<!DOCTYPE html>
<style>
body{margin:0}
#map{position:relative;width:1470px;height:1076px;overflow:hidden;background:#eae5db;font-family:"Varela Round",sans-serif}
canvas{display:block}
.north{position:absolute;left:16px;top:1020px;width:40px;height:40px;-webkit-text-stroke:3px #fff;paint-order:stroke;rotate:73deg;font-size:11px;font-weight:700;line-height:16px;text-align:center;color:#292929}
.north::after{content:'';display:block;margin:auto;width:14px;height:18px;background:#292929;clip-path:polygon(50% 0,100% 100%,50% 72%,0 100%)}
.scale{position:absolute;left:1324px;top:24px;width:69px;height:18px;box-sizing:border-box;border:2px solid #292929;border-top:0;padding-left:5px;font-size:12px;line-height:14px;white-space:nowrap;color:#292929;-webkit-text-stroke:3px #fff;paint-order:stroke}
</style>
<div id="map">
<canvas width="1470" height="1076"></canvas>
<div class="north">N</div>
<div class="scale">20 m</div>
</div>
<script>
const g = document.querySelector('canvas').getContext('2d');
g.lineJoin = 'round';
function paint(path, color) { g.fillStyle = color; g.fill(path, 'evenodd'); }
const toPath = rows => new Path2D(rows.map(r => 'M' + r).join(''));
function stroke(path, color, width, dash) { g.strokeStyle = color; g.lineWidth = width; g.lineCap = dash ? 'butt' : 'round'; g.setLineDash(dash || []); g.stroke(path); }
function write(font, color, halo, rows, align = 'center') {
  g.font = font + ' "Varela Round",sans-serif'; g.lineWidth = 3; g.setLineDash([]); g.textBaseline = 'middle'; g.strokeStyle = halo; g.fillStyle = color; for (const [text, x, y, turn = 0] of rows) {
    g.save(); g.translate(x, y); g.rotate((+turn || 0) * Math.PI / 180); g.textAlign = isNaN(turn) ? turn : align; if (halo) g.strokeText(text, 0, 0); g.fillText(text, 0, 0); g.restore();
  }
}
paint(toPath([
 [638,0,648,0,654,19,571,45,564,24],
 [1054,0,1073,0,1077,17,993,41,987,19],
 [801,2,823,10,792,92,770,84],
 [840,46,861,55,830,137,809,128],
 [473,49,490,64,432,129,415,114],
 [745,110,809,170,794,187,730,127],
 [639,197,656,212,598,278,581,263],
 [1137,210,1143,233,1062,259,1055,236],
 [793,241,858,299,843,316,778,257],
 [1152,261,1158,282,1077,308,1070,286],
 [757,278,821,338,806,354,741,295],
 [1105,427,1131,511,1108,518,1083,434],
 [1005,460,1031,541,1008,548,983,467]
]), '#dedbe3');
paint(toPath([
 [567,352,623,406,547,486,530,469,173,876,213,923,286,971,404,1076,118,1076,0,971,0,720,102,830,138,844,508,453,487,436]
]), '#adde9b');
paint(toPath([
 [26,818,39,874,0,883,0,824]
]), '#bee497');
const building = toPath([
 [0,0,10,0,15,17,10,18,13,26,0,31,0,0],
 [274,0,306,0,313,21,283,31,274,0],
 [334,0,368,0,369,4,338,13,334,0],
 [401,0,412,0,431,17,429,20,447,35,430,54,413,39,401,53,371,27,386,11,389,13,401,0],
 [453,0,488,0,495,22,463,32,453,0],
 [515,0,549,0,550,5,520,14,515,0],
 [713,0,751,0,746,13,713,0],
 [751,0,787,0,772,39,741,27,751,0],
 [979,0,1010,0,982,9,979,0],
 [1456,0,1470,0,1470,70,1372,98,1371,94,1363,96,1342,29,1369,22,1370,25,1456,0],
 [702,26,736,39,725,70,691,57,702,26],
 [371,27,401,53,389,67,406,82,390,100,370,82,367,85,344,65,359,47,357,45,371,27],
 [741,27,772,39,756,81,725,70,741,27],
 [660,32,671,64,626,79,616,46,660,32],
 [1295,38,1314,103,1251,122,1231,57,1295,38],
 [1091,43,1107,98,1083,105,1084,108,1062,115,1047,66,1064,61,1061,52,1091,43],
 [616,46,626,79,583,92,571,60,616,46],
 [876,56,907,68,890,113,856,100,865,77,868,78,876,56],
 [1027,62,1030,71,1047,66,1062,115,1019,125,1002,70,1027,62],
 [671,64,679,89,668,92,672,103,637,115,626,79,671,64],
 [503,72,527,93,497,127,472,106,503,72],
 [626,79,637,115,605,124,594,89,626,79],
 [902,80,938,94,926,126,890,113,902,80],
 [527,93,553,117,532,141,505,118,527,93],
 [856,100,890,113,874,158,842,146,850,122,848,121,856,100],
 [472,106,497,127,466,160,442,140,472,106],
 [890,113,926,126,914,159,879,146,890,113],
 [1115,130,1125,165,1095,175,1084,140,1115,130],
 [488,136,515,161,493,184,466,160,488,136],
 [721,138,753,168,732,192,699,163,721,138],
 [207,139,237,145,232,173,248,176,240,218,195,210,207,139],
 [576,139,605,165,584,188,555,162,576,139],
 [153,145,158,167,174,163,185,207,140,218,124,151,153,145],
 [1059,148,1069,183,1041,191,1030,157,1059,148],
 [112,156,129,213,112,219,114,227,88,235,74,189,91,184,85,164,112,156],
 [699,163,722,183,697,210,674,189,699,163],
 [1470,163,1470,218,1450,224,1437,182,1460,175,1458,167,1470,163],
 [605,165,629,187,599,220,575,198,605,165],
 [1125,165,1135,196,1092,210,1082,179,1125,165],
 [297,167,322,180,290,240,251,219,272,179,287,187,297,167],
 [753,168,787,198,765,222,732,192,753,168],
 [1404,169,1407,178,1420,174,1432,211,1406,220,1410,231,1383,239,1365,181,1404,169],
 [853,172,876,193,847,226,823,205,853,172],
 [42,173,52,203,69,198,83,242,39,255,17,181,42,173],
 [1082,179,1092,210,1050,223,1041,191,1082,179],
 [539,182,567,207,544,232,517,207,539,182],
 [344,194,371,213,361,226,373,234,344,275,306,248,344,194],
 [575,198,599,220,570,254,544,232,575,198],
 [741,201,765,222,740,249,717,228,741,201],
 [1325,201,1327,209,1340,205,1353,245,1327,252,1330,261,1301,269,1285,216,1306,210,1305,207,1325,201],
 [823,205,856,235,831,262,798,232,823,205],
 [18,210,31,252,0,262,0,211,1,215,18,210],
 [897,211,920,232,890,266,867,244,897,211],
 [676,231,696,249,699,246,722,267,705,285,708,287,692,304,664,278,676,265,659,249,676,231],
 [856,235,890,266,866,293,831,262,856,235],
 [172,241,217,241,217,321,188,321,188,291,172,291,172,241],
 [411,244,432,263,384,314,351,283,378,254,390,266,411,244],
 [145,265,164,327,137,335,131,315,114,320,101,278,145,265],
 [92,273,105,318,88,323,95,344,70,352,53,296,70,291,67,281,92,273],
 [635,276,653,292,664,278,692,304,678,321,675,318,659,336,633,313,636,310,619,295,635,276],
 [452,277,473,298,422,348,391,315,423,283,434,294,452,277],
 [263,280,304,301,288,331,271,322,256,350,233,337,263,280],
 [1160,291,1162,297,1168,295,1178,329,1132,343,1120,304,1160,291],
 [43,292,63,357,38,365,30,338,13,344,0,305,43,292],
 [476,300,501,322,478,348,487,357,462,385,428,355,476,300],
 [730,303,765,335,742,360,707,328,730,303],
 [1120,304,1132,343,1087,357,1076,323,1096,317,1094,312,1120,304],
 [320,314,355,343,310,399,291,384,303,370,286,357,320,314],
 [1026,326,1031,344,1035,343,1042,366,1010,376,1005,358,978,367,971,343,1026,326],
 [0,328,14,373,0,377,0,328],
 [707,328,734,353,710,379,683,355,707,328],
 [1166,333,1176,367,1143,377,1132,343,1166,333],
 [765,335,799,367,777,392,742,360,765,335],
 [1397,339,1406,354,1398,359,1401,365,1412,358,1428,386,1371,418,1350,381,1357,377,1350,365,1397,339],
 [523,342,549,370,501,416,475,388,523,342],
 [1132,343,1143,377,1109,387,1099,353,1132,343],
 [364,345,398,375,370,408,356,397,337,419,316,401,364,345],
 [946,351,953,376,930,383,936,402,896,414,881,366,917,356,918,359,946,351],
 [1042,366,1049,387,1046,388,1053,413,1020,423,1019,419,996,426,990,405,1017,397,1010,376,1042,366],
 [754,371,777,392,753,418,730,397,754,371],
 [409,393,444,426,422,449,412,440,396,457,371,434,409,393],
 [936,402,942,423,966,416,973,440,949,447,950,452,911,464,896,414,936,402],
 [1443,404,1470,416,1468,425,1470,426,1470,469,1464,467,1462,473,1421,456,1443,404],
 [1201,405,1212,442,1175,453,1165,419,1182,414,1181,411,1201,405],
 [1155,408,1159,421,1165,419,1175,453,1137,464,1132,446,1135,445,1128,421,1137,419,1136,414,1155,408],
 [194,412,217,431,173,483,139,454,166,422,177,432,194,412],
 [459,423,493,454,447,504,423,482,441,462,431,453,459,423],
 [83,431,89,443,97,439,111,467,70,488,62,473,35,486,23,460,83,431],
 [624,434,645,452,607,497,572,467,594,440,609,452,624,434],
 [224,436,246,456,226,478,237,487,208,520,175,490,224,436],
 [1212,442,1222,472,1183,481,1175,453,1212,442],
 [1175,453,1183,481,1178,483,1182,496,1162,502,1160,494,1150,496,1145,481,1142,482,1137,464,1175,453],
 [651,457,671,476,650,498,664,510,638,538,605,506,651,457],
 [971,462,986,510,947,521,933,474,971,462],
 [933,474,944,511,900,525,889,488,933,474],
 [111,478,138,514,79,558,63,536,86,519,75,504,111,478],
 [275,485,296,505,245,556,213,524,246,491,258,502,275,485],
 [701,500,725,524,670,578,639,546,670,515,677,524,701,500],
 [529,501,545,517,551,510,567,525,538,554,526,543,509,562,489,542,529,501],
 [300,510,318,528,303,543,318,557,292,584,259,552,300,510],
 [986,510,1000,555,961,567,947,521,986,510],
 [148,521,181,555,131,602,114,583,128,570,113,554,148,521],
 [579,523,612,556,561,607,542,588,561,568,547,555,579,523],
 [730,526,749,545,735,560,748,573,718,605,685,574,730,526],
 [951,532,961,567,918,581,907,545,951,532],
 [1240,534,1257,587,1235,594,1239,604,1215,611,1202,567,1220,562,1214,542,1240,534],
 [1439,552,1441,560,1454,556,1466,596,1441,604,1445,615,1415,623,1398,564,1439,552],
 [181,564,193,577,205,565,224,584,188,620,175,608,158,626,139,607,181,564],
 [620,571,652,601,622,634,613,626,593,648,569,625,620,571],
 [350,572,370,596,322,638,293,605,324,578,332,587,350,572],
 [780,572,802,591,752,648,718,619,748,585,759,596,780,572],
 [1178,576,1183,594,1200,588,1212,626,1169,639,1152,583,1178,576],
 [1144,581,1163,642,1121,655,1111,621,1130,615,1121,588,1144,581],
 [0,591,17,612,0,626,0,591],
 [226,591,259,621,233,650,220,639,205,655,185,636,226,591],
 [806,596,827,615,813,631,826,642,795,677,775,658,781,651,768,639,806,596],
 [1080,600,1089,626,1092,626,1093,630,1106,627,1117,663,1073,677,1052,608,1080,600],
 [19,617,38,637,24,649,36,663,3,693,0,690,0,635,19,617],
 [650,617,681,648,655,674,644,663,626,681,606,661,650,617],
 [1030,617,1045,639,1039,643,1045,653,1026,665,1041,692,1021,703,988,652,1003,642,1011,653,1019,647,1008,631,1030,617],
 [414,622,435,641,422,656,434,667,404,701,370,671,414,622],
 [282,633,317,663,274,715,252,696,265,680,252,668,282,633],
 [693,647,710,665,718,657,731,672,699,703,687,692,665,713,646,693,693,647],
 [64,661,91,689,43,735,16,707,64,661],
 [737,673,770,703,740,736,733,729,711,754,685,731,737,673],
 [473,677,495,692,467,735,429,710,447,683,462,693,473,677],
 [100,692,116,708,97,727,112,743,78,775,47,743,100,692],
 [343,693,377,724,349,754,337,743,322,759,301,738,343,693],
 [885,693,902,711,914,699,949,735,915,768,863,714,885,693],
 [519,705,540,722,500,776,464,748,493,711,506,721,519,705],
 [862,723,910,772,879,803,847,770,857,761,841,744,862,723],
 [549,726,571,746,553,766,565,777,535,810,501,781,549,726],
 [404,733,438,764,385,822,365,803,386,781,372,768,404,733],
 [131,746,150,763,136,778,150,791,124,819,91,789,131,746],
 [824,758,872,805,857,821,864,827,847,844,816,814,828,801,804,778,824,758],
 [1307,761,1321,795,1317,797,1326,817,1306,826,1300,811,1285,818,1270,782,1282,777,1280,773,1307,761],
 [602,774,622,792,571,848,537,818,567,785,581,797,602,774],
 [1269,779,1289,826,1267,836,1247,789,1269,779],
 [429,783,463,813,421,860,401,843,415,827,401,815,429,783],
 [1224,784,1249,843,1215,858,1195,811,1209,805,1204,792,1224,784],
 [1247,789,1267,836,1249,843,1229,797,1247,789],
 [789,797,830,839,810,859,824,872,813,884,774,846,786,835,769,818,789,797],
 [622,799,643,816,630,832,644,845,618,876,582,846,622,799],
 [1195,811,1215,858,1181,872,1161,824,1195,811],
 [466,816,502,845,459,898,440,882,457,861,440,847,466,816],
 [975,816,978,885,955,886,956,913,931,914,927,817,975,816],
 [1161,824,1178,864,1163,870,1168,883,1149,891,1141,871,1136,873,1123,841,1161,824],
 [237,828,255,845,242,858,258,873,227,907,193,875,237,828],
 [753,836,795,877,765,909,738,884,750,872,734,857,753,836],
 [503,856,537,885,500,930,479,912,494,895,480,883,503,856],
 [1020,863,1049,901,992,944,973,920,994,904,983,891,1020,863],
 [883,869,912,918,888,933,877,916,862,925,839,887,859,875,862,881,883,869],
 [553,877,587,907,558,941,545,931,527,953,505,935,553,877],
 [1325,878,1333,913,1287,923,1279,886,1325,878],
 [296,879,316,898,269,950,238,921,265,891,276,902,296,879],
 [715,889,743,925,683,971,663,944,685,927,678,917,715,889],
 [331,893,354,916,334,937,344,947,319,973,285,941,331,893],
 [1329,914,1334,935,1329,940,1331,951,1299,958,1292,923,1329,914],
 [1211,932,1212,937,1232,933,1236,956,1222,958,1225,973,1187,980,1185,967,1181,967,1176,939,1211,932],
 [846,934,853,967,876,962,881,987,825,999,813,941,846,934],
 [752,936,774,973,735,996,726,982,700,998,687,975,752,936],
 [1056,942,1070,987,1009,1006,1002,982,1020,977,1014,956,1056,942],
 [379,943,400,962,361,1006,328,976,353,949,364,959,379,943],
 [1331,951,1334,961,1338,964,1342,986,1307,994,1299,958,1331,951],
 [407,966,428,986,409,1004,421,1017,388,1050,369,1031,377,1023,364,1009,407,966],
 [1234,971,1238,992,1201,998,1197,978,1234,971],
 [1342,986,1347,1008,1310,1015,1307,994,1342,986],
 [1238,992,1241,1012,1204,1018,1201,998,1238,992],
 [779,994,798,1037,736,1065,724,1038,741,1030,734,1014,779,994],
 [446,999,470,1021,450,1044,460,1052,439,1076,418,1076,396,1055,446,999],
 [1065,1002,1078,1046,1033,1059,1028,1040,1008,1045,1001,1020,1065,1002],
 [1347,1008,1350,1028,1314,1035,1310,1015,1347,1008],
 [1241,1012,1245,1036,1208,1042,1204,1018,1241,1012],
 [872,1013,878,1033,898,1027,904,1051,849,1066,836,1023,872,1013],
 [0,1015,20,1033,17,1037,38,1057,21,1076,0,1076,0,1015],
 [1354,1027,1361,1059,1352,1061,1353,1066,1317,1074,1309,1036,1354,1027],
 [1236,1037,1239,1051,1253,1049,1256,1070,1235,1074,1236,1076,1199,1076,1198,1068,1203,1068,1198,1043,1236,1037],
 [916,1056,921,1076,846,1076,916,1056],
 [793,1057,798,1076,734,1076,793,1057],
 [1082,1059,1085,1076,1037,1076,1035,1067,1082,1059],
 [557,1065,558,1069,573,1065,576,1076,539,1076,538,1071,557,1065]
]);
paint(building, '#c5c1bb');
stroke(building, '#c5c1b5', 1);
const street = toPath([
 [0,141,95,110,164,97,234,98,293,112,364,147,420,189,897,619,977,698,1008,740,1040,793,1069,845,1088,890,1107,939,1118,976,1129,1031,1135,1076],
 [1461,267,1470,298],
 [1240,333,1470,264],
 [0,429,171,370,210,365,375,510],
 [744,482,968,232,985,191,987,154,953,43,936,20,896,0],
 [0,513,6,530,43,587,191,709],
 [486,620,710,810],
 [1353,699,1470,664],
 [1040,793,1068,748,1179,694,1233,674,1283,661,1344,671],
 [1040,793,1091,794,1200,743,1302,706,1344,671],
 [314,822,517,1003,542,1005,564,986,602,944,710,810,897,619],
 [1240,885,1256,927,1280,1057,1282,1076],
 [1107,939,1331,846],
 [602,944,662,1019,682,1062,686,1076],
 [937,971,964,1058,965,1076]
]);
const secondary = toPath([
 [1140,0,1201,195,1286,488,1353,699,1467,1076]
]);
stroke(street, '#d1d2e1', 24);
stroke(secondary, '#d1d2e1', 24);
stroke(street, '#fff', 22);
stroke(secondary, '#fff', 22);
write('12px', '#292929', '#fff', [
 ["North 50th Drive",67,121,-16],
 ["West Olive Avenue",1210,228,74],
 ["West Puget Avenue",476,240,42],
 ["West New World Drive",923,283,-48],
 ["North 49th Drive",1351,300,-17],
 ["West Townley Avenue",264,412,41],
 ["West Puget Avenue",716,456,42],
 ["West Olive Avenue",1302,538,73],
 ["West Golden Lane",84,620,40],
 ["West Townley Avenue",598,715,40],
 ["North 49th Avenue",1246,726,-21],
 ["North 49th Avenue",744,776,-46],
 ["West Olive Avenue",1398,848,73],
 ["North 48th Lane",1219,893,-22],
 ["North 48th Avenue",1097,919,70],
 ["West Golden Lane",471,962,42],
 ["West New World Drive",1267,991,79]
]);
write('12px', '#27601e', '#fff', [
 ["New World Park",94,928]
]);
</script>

○ ○ ○ ○ ○ ○ ○

What are the lines above that hold the string "setLineDash"? Copy them.

> **RESPONSE TO THE EXERCISE**
function stroke(path, color, width, dash) { g.strokeStyle = color; g.lineWidth = width; g.lineCap = dash ? 'butt' : 'round'; g.setLineDash(dash || []); g.stroke(path); }
  g.font = font + ' "Varela Round",sans-serif'; g.lineWidth = 3; g.setLineDash([]); g.textBaseline = 'middle'; g.strokeStyle = halo; g.fillStyle = color; for (const [text, x, y, turn = 0] of rows) {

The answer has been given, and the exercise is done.